Recently, the investment banking giant Goldman Sachs (GS -0.51%) announced its intention to purchase the point-of-sale and buy-now-pay-later fintech GreenSky (GSKY) in an all-stock transaction valued at roughly $2.2 billion. GreenSky is a large facilitator of home improvement and elective surgery loans, and allows customers to make purchases and pay them off with multiple payments over a set amount of time.
GreenSky currently services a $9 billion loan portfolio, and since launching, has served roughly 4 million consumers who have taken out roughly $30 billion of loans. Here are three reasons Goldman is dipping into the buy-now-pay-later space and purchasing GreenSky.
1. Continuing to grow Marcus
For the past few years, Goldman has strived to grow its consumer banking franchise to generate more steady earnings, which can be volatile in the investment banking business. A big part of this strategy has been the bank's launch of its digital bank, Marcus, which offers high-yield savings accounts, loans, and credit cards, and plans to eventually offer checking accounts.

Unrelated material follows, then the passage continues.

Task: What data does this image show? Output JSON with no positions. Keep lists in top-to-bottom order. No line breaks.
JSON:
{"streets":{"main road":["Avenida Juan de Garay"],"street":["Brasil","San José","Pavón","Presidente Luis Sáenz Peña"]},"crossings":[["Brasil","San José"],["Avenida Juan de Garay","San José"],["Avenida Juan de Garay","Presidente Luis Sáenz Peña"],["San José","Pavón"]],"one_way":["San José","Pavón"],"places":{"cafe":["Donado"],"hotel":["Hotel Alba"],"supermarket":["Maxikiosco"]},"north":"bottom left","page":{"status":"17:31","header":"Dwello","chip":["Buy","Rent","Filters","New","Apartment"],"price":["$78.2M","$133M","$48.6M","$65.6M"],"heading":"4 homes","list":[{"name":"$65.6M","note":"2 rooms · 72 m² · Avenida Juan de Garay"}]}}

GreenSky will help Marcus grow its loan product offerings, but more importantly, it will help the bank grow its overall user base. Currently, Marcus has about 8 million customers. GreenSky provides a low-cost strategy to acquire not only more customers who will take out high-margin loans, but also customers it can cross-sell other Marcus products to -- whether it's a savings or checking account or maybe a mortgage.
In a slide on the acquisition, Goldman believes GreenSky presents an opportunity to capture a $430 billion home improvement market that provides 20% plus returns at scale.

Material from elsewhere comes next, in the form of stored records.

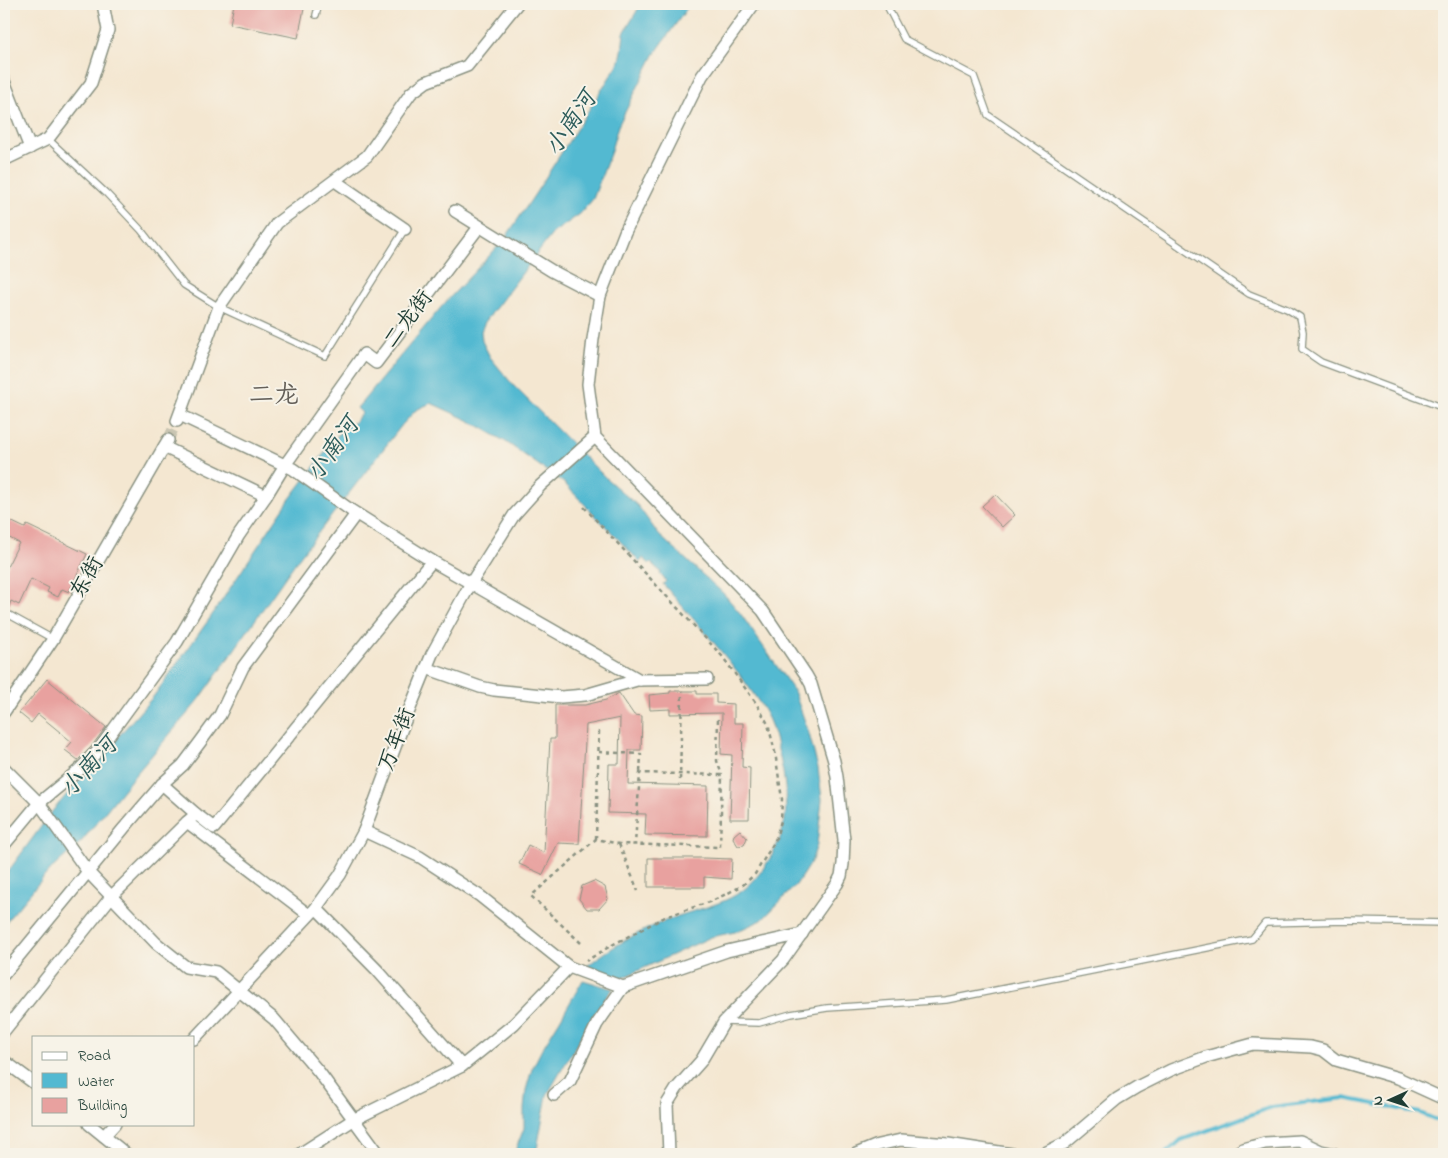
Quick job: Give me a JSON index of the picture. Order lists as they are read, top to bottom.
{
  "streets": {
    "street": ["二龙街", "东街", "万年街"]
  },
  "districts": ["二龙"],
  "water": ["小南河"],
  "legend": ["Road", "Water", "Building"],
  "north": "left"
}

GreenSky has also built up a network of 10,000-plus merchants that it works with to make the transactions and draw the customers in at point of sale. This segment could be valuable in the future as well. Goldman already offers lots of capital markets and investment banking products that it might be able to sell to these customers.
And who knows, maybe at some point the bank will expand its consumer franchise into business banking. It's certainly not planned or expected, but this segment could be a good jumping-off point if Goldman ever decided to do so.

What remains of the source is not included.